The Bakken Shale has been producing oil since 2008. Some 3,000 wells have been drilled and production has risen to 450,000 barrels per day. Throughout the period well cost have been rising, however, and one of the assumptions of Bakken production has been that they would continue to rise and the wells would eventually play out.

Now new technological improvements have reversed this pattern. Over the last year, costs per well have actually declined for the first time, as illustrated in the graph above. Just 100 feet below the primary Bakken formation drillers have now discovered an entirely different reservoir, the Three Forks formation, which is sealed off by a separate layer of shale. Continental Oil has developed a new four-well drilling platform that can access both formations with the same well. Where horizontal drilling techniques formerly allowed operators to access one square mile of reservoir per well, they are now able to extend out for two square miles. This has considerably reduced drilling costs.

Estimates are now that there is room for 48,000 wells in the 8 million acres of he Bakken and that it can eventually produce 24 billion barrels. At the current pace, this would be 1.2 million barrels a day, the current rate form the Gulf of Mexico. But even then, geologists estimate that 90 percent of the oil would be left in place. Further developments such as the injection of carbon dioxide could increase this recovery by orders of magnitude.

Real Clear Energy



5 Comments on "Bakken well costs may have started to decline"

  1. Plantagenet on Thu, 30th May 2013 7:38 pm 

    Good news all around. More energy for less money.

    Drill baby drill is working out real good.

  2. Dmyers on Fri, 31st May 2013 12:23 am 

    I’m surprised someone would go to this much trouble to make something out of the nothing this well cost decline is.

    What we should note here is that drill baby drill is reaching absurd proportions. Talking forty eight thousand wells. That’s one of those ideas that looks good on paper, but I can’t believe there can be a well drilling carte blanche like that without a slew of horrendous externalities.

    The idea that we can now extend our oil extracting tentacles to two square miles what used to be only one square mile doesn’t tell me it will work that much better. Because the fact is, these are not really “reservoirs” as they are described. Shale is shale. It’s hard. That is not a reservoir by any reasonable definition of the word. So, I don’t know that the extra mile extension will accomplish anything. It might. It might not.

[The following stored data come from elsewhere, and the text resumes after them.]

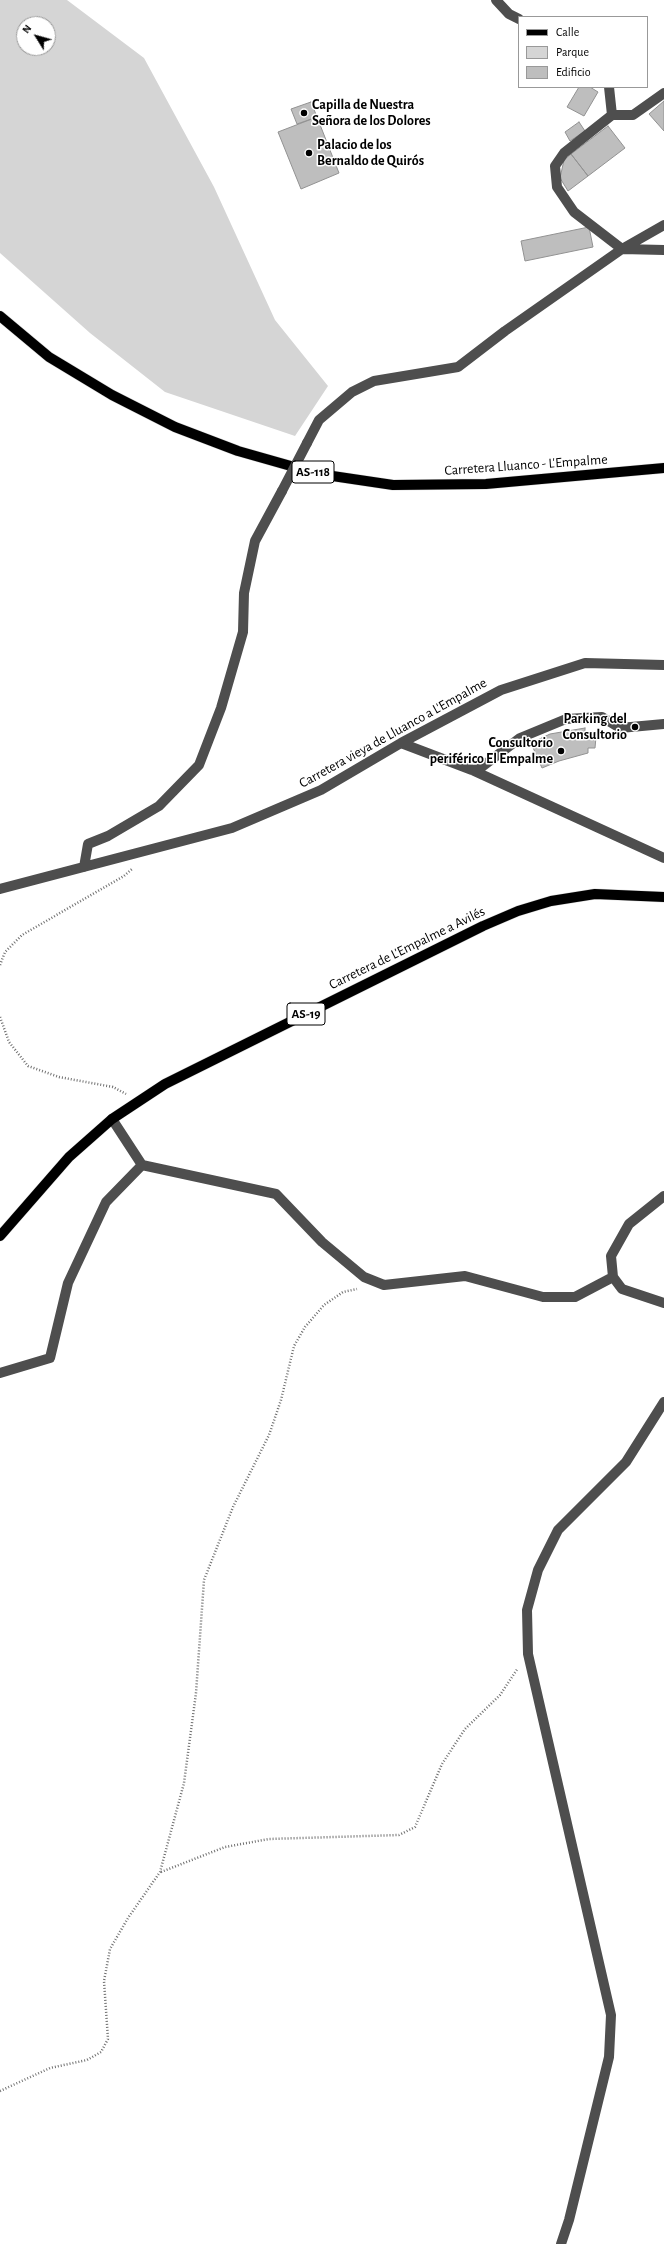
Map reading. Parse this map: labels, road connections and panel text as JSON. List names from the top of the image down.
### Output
{
  "streets": {
    "main road": [
      "Carretera Lluanco - L'Empalme",
      "AS-118",
      "Carretera de L'Empalme a Avilés",
      "AS-19"
    ],
    "street": ["Carretera vieya de Lluanco a L'Empalme"]
  },
  "places": [
    "Capilla de Nuestra Señora de los Dolores",
    "Palacio de los Bernaldo de Quirós",
    "Parking del Consultorio",
    "Consultorio periférico El Empalme"
  ],
  "legend": ["Calle", "Parque", "Edificio"],
  "north": "top left"
}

    While we’re talking about costs going down, I have a hard time seeing why having to drill four wells at once rather than one at a time is going to be so much cheaper. By my reasoning, if you need four wells rather than one, you would actually be spending four times more for the same thing. Tells you it’s a shallow and diffuse resource.

    Strange thing to end the article by saying 90% of the oil celebrated by the article will not be available. And then to suggest that carbon dioxide injection could boost the sludge. I’ve never heard of carbon dioxide on top of fracking to max yields. If we were to do that, it would be the great and final pronouncement that we are insane.

  3. Beery on Fri, 31st May 2013 12:33 am 

    Planty, you need to make up your mind. Obama is preventing ‘drill baby drill’, remember? The well costs are Obama socialism in action, so it can’t be true.

  4. BillT on Fri, 31st May 2013 4:28 am 

    Plant needs help…lol.

    This article is like announcing that gas is down ten cents a gallon until it goes up twenty cents.

  5. Victor Capelli on Wed, 7th Feb 2018 12:24 pm 

    Socialism is good for the country because CAPITALISM just breeds crime and misery the oil boom in North Dakota has produced terrible human costs-crime prostitution murder and worse! The oil reserves in the Bakken fields are finite and the environmental costs are destroying the water purity of local water aquifers.